Saturday, May 02, 2015
|A good veggie reference for those who|
don't need books with pretty pictures
The first is Karen Newcomb’s The Postage Stamp Vegetable Garden that invites you to grow tons of organic vegetables in tiny spaces and containers.
This bestseller has already sold a half-million copies, and this edition is completely revised. But in the 40 years since it arrived on the scene, book design has changed. Garden readers who've come to expect splashy pictures, cover to cover, won't find them here. Other than a few spot illustrations, this mainly text.
On the plus side, the matte paper does invite marginal notations (if, like me, you’re not only a small-space gardener but an inveterate
While, Newcomb’s definition of “postage stamp” appears less postage-stampy than mine, she does give sound ideas for squeezing more veggies out of less space. Info on common veg includes her postage-stamp “star” rating on how well each suits small-space growing, and she names more-compact or better-yielding varieties. She also suggests ways to stretch your crops such as by interplanting with other veg or repeat sowings.
Advice on things like planting by moon phases or double-digging seem to me like vestiges of another age. But Newcomb covers all the vegetable-growing basics. Now I just need more "postage stamps."
|Kerry Ann Mendez tells how to create the garden |
you can manage with the time and energy you have
Simplifying our gardens is a common theme as lives get busier, whether because we ourselves are aging or because our families or jobs require more time than we have to give. Mendez’s own journey began when she – an experienced gardener – had to suddenly downscale her garden due to her husband's accident.
The pretty pictures we're used to are here in Mendez' book, including befores-and-afters of her own right-sized perennial beds. She also suggests plants for easy care or best use of small space as well as fussy, time-sucking plants to avoid.
One thing I could wish for would be a cross-referenced index; not just plant names but topics or problem areas. The table of contents lists general categories (I like her "Design solutions for almost autopilot garden"), but while plants for specific purposes are given in different chapters, there’s no easy way to refer back afterwards. Unless you have a good memory or a plentiful supply of Post-Its.
But if you're wondering how to simplify and where to begin, Mendez will talk you through it like a kind friend. And that, as La Martha might say, is a good thing.
|A nicely organized compendium|
of vertical garden DIY projects
On the picture scale that seems to be happening in this post, this book the most up(ha ha!)wardly mobile; lots of glossy images, including many of Coronado herself. She includes good how-tos with details such as tools you'll need and suggestions for different ways to plant your vertical garden.
Many of the living wall ideas Coronado presents use commercially available kits that you can modify with different plant material, so there is some repetition. For instance, one vertical wall system from Sage is used four times: with houseplants; as an aromatherapy garden; with cacti; and with succulents. They’re all attractively done, but I wouldn’t necessarily class these as different projects.

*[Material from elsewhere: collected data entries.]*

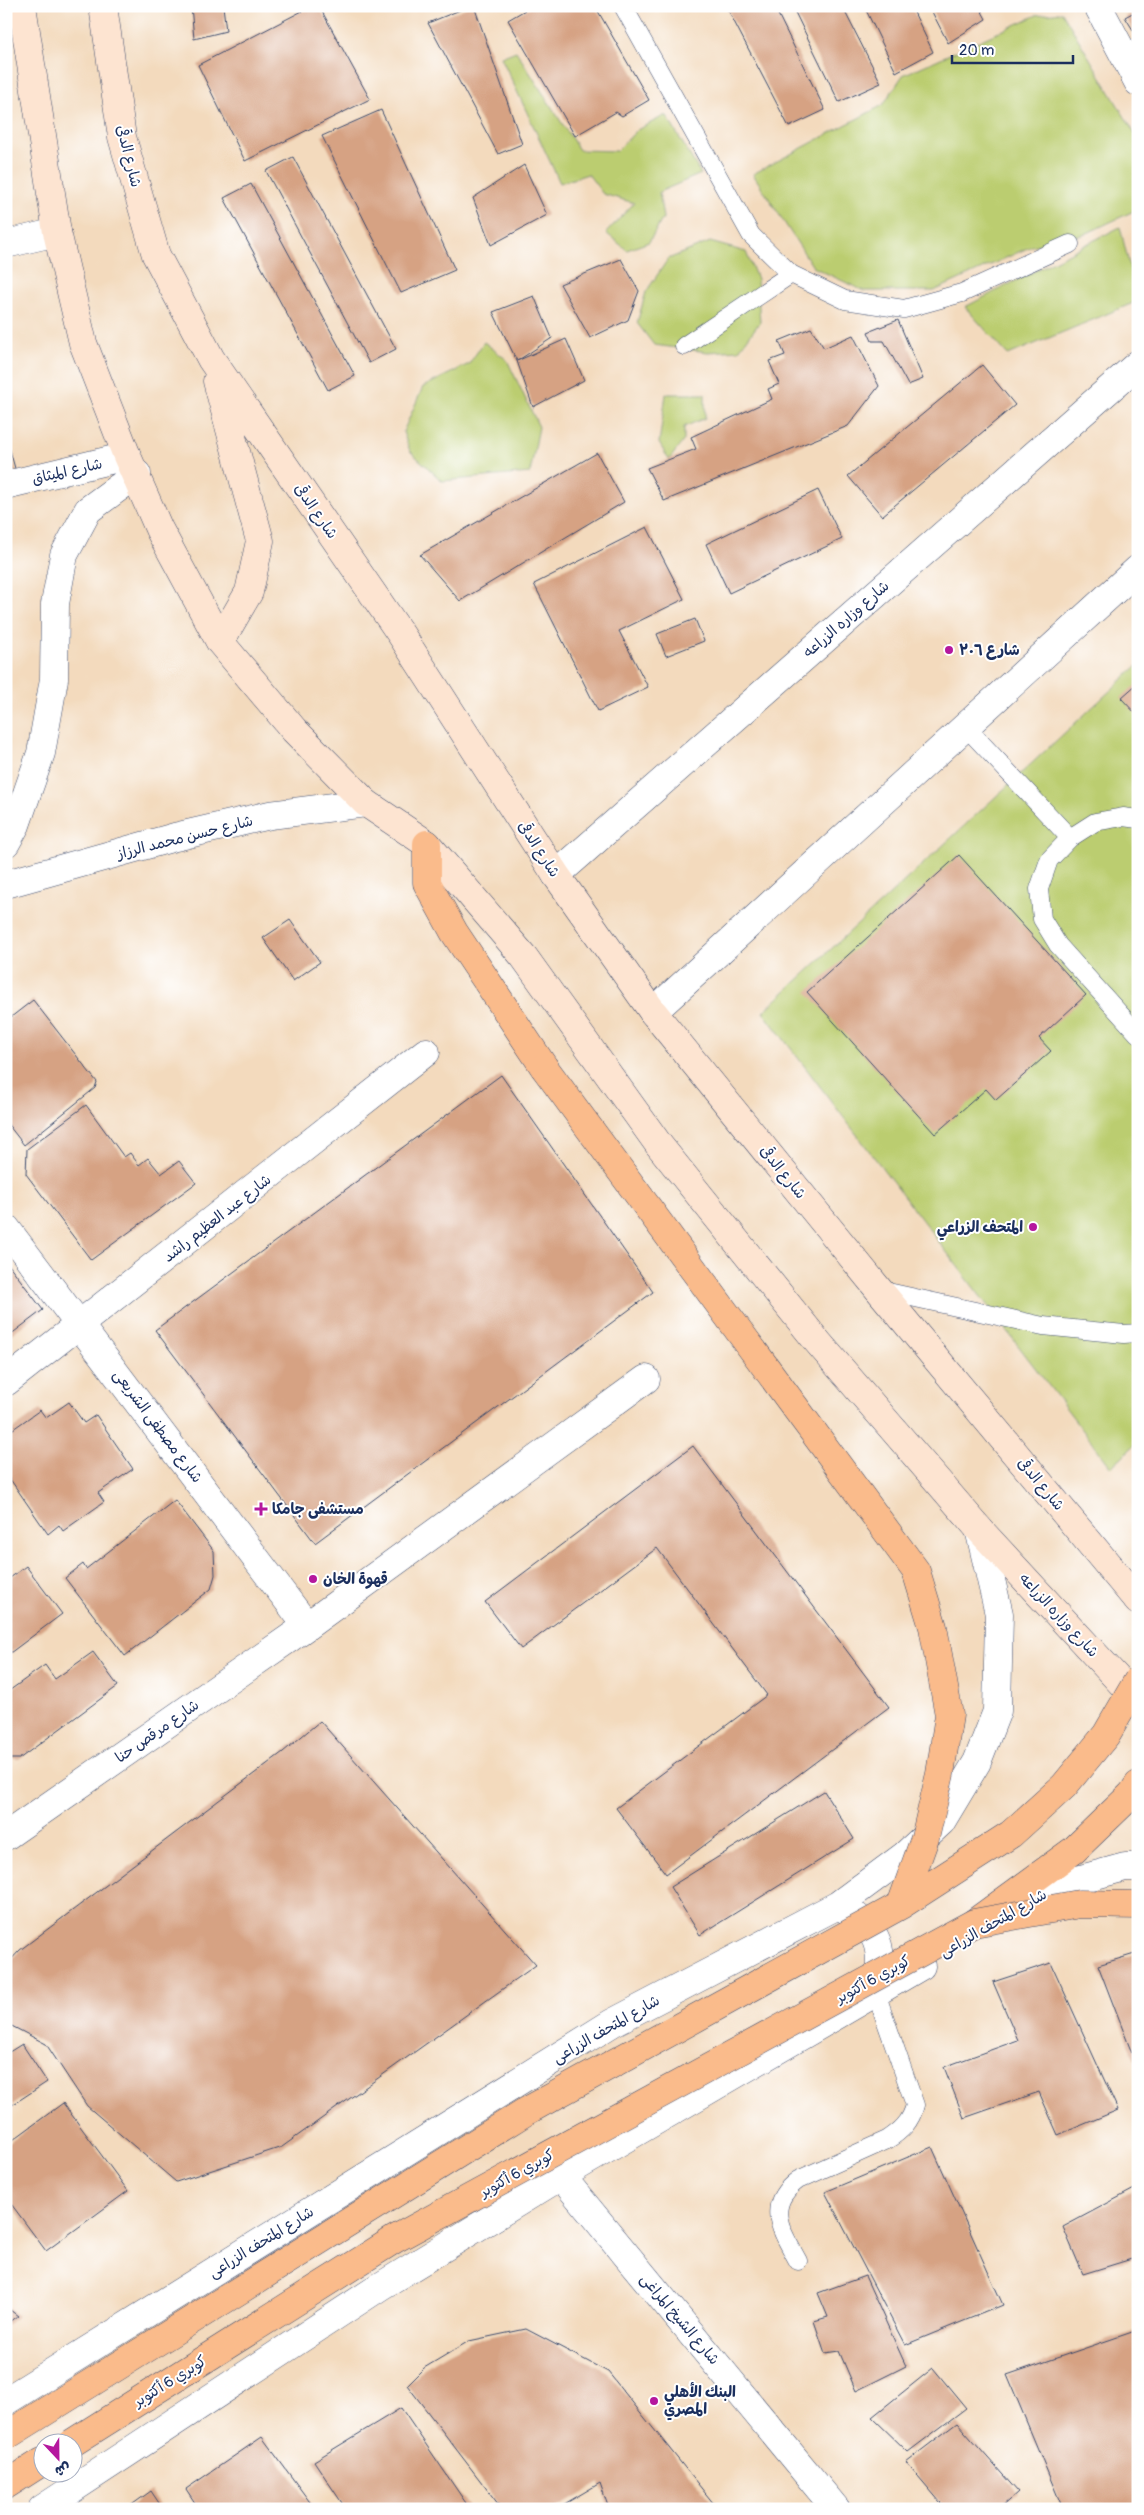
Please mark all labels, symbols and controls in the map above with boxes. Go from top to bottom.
scale bar [952,32,1073,64]
text: 20 m [959,41,994,60]
street label: شارع الدقى [112,123,147,189]
street label: شارع الميثاق [30,454,104,489]
street label: شارع الدقى [290,479,343,543]
street label: شارع وزاره الزراعه [799,577,893,662]
place label: شارع ٣٠٦ [959,641,1019,660]
marker: شارع ٣٠٦ [943,644,955,656]
street label: شارع حسن محمد الرزاز [114,811,255,864]
street label: شارع الدقى [513,816,565,881]
street label: شارع الدقى [755,1140,811,1203]
street label: شارع عبد العظيم راشد [159,1170,276,1267]
place label: المتحف الزراعي [937,1218,1023,1241]
marker: المتحف الزراعي [1027,1221,1039,1233]
street label: شارع مصطفى الشريعى [109,1366,206,1487]
street label: شارع الدقى [1013,1453,1070,1515]
place label: مستشفى جامكا [272,1500,364,1519]
marker: مستشفى جامكا [254,1502,268,1516]
street label: شارع وزاره الزراعه [1015,1569,1102,1661]
place label: قهوة الخان [323,1570,388,1589]
marker: قهوة الخان [307,1573,319,1585]
street label: شارع مرقص حنا [112,1696,203,1767]
street label: شارع المتحف الزراعى [936,1885,1050,1962]
street label: كوبري 6 أكتوبر [831,1951,914,2010]
street label: شارع المتحف الزراعى [549,1991,663,2068]
street label: كوبري 6 أكتوبر [475,2145,558,2204]
street label: شارع المتحف الزراعى [205,2202,317,2282]
street label: شارع الشيخ المراغى [636,2270,723,2369]
street label: كوبري 6 أكتوبر [129,2352,211,2413]
place label: البنك الأهلي المصري [664,2381,736,2421]
marker: البنك الأهلي المصري [648,2395,660,2407]
north arrow [32,2432,82,2482]
text: ش [52,2459,73,2480]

She does have Pinterest-worthy ideas, though. One mounts multiple cone-shaped hanging containers on a wall, rather than suspending them, and plants them with ferns. Another uses coloured glass mason jars, with holes drilled in the base, to create a hanging herb garden for a fence. Very cute and photogenic. There’s also a cool moss living wall project I'd love to try.
Simple projects include the use of self-watering planters on a recycled bookshelf – quite practical for condo dwellers who have restrictions on what they can attach to balcony walls.
A living wall is the very definition of gardening within a small footprint. If you want to give one a try, this book would be an easy way to begin.
Friday, May 01, 2015
|Not all pollen is alike. Despite its abundance (or in this bee's case perhaps "a-bum-dance"), Thomas Ogren tells us the pollen of Alcea or hollyhock is a low-allergenic pollen. He warns those sensitive not to sniff it, however.|
Well, get out your hankie, dab your runny nose and streaming eyes, and prepare to find help in The Allergy-Fighting Garden by Thomas Leo Ogren from Ten Speed Press.
Ogren's book takes a clever approach to fighting allergies: Become a sexist. Because the pollen-producing parts are the boy bits – yes, that's the botanical term – which some plants separate from the girl bits either on different boy or girl "flowers" or on separate boy or girl plants. So, to be smart about landscaping, keep this in mind.
|The cover's double peony is OPALS-rated 1.|
Roughly the first 50 pages of Ogren's book lays out his approach in clear, simple detail. He talks about principles of plant selection, and how to use landscaping to reduce the flow of pollen into your private space.
What I really like is his rating system OPALS (the Ogren Plant Allergy Scale), now used by the United States Department of Agriculture or USDA. This scale considers things like how much pollen a plant produces, how hard it is on allergy sufferers, how often the plant produces flowers that might cause allergies, and how the size and weight of the grains impact pollen distribution. OPALS then rates plants on a scale of 1 to 10, with 1 being the least allergenic and 10 being the most.
|Birches (Betula) are pollen bad-boys, OPALS-rated 9.|
As a Canadian gardener, my wish is that Ogren were more consistent about giving hardiness zones in his plant index. While he does claim to attempt to do this, it's clear that this is the writing of a warm-climate gardener (he lives in California). A small quibble, though.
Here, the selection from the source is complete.